JUDGMENT We have heard Sri N.C. Gupta, learned counsel for the petitioner and Sri C.B. Tripathi, learned Special Counsel for the State. 2. The petitioner is registered firm dealing in sale and purchase of plastic granules in the State of Bihar. The petitioner alleges that he had purchased 600 bags of plastic granules from M/s Himalaya Enterprises Bhiwani, State of Hariyana. The said good were being transported from New Delhi to Sasaram in the State of Bihar when it got detained by the Mobile Squad of the Commercial Tax Department in the District of Etawah on 1st December, 2011. A show cause notice was issued to the driver of the vehicle and, thereafter, a seizure order dated 2nd December, 2011 was passed seizing the goods and directing to deposit a sum of Rs. 5,20,515/- towards security as a precondition for release of the goods. Thereafter an application under Section 48(7) of the U.P. Value Added Tax Act was filed before the Joint Commissioner wherein the petitioner appeared personally. This application was rejected on 7th December, 2011 pursuant to which, an appeal was filed before the Tribunal which was also rejected on 4th January, 2012. Thereafter the petitioner filed a revision before the High Court which was disposed of by an order dated 25th January, 2012 wherein the High Court affirmed the seizure order but directed the petitioner to deposit the security in the shape of cash equal to tax which was liable to be paid on the goods and thereupon the goods would be released. The value of tax worked out by the department was Rs. 57,835/. 3. In the meanwhile pursuant to the order of the Joint Commissioner dated 7.12.2011, the driver of the vehicle deposited a sum of Rs. One lac as security based on which, 110 bags were released in favour of the driver on 22nd December 2011. This part release of 110 bags was to the extent of the penalty amount involved on these 110 bags. Subsequently, pursuant to the order of the High Court since the total value of the tax involved was Rs. 57,835/-, the balance 490 bags were released without demanding any further amount inasmuch as the security of Rs. One lac already paid by the driver covered the entire amount of 600 bags. 4.
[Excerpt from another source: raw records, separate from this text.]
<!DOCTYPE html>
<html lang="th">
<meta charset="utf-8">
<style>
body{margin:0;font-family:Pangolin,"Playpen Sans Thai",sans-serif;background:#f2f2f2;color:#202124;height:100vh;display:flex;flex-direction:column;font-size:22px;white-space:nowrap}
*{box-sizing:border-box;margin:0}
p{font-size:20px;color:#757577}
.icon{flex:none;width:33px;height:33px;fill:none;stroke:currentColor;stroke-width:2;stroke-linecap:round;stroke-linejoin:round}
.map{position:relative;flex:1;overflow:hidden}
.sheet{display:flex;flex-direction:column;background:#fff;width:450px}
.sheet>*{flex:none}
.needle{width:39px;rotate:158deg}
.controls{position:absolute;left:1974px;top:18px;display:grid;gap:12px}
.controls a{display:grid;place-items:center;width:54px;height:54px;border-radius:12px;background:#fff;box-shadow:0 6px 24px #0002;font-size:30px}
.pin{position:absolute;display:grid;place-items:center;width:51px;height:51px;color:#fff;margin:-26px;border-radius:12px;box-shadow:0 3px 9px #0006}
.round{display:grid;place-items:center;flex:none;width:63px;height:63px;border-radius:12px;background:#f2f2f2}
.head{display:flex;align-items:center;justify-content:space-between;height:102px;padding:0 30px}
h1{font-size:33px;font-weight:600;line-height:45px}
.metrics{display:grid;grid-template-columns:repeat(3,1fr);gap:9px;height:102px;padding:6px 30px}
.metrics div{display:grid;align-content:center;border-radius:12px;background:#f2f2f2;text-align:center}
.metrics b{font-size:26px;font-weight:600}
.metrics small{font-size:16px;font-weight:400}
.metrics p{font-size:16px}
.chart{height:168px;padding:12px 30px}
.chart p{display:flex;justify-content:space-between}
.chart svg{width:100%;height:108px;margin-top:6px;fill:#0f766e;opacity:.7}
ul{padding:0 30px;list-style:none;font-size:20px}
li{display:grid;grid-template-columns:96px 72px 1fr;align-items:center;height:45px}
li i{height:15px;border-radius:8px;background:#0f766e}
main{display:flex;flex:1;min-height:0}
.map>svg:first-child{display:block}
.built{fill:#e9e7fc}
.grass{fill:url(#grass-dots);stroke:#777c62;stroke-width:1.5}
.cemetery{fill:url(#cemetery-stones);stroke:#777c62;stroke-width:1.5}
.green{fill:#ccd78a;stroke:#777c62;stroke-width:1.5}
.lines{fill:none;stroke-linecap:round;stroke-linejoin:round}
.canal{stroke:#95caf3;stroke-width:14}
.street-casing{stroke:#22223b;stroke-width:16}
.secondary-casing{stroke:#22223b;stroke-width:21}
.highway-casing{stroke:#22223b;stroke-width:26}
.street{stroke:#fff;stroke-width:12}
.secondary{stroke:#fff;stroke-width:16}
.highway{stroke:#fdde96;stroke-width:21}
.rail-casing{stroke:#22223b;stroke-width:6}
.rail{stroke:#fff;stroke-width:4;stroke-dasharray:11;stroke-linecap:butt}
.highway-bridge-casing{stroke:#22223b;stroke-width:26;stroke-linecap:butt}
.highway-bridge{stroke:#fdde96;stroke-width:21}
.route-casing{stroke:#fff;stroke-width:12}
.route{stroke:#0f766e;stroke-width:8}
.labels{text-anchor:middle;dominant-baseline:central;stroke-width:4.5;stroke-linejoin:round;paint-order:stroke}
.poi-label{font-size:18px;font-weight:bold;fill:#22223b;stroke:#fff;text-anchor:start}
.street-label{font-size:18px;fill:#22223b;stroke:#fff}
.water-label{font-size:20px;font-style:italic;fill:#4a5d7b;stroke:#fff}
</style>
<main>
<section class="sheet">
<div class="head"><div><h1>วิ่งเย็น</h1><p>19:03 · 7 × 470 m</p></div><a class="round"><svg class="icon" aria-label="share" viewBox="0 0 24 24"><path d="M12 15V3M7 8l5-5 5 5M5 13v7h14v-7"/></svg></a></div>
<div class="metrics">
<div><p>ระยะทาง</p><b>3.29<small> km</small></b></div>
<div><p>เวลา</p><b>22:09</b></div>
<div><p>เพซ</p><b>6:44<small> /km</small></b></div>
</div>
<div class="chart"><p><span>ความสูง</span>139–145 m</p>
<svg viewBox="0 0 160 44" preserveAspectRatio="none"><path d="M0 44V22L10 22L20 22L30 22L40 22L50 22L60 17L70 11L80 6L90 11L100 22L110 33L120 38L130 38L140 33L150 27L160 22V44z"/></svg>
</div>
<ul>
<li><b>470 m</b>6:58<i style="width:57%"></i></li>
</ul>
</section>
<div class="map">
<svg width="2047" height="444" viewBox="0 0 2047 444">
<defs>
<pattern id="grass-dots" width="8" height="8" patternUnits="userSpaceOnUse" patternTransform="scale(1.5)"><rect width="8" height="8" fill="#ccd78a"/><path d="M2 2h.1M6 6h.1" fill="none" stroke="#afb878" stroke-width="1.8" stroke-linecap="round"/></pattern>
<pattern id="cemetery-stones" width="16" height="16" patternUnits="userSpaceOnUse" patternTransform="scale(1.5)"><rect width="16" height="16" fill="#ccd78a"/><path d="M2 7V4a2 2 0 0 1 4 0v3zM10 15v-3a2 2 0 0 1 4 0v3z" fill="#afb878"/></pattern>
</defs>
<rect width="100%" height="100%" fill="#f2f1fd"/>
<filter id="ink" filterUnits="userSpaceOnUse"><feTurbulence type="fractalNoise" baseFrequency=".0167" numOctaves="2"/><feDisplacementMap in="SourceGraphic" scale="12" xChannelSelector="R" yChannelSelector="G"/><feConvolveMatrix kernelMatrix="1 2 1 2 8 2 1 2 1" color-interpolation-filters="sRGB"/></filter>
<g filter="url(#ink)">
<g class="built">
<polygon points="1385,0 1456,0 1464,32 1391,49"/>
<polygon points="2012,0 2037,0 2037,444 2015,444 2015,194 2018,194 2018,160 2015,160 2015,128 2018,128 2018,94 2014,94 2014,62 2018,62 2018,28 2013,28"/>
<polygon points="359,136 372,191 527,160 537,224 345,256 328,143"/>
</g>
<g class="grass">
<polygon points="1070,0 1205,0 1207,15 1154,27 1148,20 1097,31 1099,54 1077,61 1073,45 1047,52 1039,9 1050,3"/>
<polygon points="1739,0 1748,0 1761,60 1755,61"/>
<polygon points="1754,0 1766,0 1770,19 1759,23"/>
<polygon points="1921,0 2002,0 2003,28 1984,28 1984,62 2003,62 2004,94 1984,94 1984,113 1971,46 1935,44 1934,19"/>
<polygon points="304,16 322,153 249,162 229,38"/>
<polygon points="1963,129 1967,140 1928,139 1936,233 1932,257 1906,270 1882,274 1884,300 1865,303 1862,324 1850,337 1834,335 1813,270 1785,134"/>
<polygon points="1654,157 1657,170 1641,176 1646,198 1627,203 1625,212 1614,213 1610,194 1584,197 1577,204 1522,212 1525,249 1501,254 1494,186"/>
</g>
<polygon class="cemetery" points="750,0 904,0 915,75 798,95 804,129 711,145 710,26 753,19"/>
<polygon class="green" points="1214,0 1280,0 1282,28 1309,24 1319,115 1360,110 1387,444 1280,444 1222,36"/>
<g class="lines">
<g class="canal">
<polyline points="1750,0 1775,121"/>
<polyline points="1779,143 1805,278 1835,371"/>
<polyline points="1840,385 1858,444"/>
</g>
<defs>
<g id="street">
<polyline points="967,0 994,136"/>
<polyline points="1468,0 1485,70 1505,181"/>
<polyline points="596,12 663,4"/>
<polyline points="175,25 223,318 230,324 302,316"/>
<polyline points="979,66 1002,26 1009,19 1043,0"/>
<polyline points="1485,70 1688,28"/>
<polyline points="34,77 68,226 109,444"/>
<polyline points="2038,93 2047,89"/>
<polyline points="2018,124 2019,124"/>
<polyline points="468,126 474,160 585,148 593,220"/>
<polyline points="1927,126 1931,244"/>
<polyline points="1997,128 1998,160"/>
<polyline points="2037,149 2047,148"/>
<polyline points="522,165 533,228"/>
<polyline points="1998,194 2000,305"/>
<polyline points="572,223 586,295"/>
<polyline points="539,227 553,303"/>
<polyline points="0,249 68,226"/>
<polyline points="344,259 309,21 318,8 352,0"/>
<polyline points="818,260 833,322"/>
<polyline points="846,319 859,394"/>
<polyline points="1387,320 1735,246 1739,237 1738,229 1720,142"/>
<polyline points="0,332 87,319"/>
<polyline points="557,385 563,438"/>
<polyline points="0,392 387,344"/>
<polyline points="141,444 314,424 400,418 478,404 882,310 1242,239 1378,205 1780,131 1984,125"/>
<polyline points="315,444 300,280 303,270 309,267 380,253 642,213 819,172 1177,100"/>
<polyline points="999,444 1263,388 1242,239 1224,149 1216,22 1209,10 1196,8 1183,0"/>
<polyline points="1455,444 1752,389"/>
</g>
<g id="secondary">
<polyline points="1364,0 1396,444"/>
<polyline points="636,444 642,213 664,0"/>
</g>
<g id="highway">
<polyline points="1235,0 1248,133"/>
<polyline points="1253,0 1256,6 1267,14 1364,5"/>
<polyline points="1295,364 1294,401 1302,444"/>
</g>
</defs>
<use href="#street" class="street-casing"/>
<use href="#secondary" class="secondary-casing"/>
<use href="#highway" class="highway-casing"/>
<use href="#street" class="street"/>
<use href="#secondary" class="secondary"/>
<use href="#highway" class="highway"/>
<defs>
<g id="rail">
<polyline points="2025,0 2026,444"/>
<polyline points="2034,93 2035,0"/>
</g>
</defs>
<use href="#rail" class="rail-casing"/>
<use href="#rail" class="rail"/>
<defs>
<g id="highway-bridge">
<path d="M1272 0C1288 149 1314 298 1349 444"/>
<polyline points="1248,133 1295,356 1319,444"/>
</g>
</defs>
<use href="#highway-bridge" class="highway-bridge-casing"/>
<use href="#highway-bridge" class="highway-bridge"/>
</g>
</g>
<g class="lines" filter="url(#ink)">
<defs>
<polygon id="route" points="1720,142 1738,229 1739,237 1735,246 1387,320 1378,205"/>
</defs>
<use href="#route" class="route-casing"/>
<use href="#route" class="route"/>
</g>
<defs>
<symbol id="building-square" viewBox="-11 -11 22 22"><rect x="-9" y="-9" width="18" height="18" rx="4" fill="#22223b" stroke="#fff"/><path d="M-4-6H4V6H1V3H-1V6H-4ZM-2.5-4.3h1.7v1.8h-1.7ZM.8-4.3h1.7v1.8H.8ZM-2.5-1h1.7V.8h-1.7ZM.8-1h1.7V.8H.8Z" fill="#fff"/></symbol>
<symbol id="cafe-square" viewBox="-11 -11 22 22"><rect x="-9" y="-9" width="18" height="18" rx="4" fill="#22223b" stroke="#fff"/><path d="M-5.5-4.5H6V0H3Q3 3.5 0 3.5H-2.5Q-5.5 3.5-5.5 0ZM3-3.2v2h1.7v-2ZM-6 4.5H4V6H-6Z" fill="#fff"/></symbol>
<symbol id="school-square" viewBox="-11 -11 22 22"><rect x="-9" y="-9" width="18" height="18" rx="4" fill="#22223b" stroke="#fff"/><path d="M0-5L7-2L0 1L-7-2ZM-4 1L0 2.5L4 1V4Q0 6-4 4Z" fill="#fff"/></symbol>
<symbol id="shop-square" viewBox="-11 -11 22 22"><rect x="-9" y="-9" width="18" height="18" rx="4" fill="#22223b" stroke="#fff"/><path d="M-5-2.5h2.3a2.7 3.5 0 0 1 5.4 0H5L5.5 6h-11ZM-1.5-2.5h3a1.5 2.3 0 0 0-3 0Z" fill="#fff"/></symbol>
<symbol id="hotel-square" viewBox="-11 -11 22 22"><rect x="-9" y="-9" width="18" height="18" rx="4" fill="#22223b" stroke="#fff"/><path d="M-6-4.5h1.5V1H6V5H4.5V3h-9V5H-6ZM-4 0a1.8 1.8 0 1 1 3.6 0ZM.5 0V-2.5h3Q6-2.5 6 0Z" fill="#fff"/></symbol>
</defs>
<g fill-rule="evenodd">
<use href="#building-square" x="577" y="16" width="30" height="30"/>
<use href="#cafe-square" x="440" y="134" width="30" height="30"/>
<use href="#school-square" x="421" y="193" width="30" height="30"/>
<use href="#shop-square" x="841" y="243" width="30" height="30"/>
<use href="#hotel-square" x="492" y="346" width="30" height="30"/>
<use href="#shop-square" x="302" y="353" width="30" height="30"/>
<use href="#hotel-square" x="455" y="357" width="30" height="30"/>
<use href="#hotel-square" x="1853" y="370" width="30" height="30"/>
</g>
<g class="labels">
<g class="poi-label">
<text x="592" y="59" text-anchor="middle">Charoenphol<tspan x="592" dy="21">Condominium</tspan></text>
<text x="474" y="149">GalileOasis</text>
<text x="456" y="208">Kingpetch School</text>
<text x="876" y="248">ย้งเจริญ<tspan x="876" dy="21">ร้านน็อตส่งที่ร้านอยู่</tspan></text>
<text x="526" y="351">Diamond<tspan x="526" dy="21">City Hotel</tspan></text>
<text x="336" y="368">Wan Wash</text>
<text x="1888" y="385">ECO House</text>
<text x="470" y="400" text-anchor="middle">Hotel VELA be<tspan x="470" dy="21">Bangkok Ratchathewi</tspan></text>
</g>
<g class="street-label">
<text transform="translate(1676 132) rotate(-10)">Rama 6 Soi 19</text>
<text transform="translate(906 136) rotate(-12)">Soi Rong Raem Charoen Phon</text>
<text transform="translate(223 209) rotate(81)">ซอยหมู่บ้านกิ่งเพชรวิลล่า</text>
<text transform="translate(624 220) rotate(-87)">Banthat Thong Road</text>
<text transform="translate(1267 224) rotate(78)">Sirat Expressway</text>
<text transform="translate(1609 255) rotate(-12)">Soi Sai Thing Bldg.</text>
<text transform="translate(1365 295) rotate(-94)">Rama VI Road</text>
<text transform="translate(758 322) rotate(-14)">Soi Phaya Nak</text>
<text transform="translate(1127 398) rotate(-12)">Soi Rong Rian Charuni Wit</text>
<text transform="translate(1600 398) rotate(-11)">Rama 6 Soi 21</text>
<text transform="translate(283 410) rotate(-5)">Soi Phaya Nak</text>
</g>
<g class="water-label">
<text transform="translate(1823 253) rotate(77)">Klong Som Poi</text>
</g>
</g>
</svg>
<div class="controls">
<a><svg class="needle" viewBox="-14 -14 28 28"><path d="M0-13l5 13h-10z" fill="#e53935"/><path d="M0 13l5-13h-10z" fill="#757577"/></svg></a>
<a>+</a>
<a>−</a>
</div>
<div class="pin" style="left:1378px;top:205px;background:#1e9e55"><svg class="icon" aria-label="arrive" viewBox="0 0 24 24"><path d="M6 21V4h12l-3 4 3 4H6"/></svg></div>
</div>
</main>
Subsequently, pursuant to the order of the High Court since the total value of the tax involved was Rs. 57,835/-, the balance 490 bags were released without demanding any further amount inasmuch as the security of Rs. One lac already paid by the driver covered the entire amount of 600 bags. 4. The petitioner has filed the present writ petition contending that only 490 bags were released and that 110 bags were not given to the petitioner but by collusion the same were released for ulterior purposes to the driver. The petitioner has therefore prayed for a writ of mandamus commanding the respondents to release 110 bags of plastic granules or, in the alternative, direct the Commissioner Commercial Tax to pay the cost of the 110 bags of plastic granules. 5. The contention of the learned counsel for the petitioner is two folds, namely, that when the petitioner appeared in person the goods could not have been released to the driver and that the goods if, any, should have been released only to the petitioner. Since the same was not done, the respondents are liable to release the goods in favour of the petitioner or pay the value of the goods. Learned counsel further submitted that there is no provision under the Act to release part of the goods. 6. Having heard, learned counsel for the petitioner and having perused the record, we find it strange that the petitioner does not dispute the deposit of Rs. One lac made by the driver on 22nd December, 2011 and only dispute the receiving of the goods by the driver. Nothing has been brought on record to indicate that the petitioner paid the security separately pursuant to the order of the High Court. In fact, the order sheet of the Commercial Tax Officer who had seized the goods indicates that 490 bags were released without demanding any further security inasmuch as the amount of Rs. One lac deposited earlier covered the security for the entire 490 bags. 7. Section 48(7) of the U.P. Value Added Tax contemplates that the officer seizing the goods shall serve the notice on the dealer or the person incharge with regard to the seizure of the goods. In the instant case, the person incharge of the goods at the relevant moment of time was the driver of the vehicle who was transporting the goods.
In the instant case, the person incharge of the goods at the relevant moment of time was the driver of the vehicle who was transporting the goods. The show cause notice and thereafter the seizure order were issued in the name of the driver. 8. We are of the opinion that goods are transported from different parts of the country and the vehicle is driven by the driver. When the goods are detained it is not humanly possible to serve the notice to the owner of the goods who is sitting some where else in some other part of the country outside the State of Uttar Pradesh. The goods detained are required to be handled and disposed off at the earliest. In such circumstance, unless otherwise instructed by the owner, the person incharge of the goods would be the driver. We find that the petitioner appeared before the authorities immediately thereafter, but did not object to the fact that notice or custody of the goods should not be given to the driver. On the other hand there is proof that the driver deposited a sum of Rs. One lac towards security on 22nd December, 2011 which fact has not been disputed by the petitioner. Consequently, we are of the opinion that the goods released by the Tax Department in favour of the driver was in consonance with the provision of Section 48(7) of the U.P. Value Added Tax as in our opinion, the driver was the person incharge at that moment of time. This view of ours is also fortified by a decision of this Court in M/s Gopal Carriers v. State of U.P. Through Secretary and four others in Writ Tax No. 797 of 2013 decided 24th September, 2013 in which it has been held that the person incharge of the vehicle would include a driver and transporter as well. 9. We also find from the provision of Section 48 that there is no embargo of releasing the goods in part. In the absence of any provision it is the discretion of the authority to release the goods either upon receiving the entire amount as demanded or release a part of the goods upon furnishing security to that extent. Consequently, we do not find any error when only 110 bags were released in favour of the driver upon furnishing security in part. 10.
Consequently, we do not find any error when only 110 bags were released in favour of the driver upon furnishing security in part. 10. In the light of the aforesaid, we do not find any error in the proceedings initiated by the respondents. 11. The writ petition fails and is dismissed.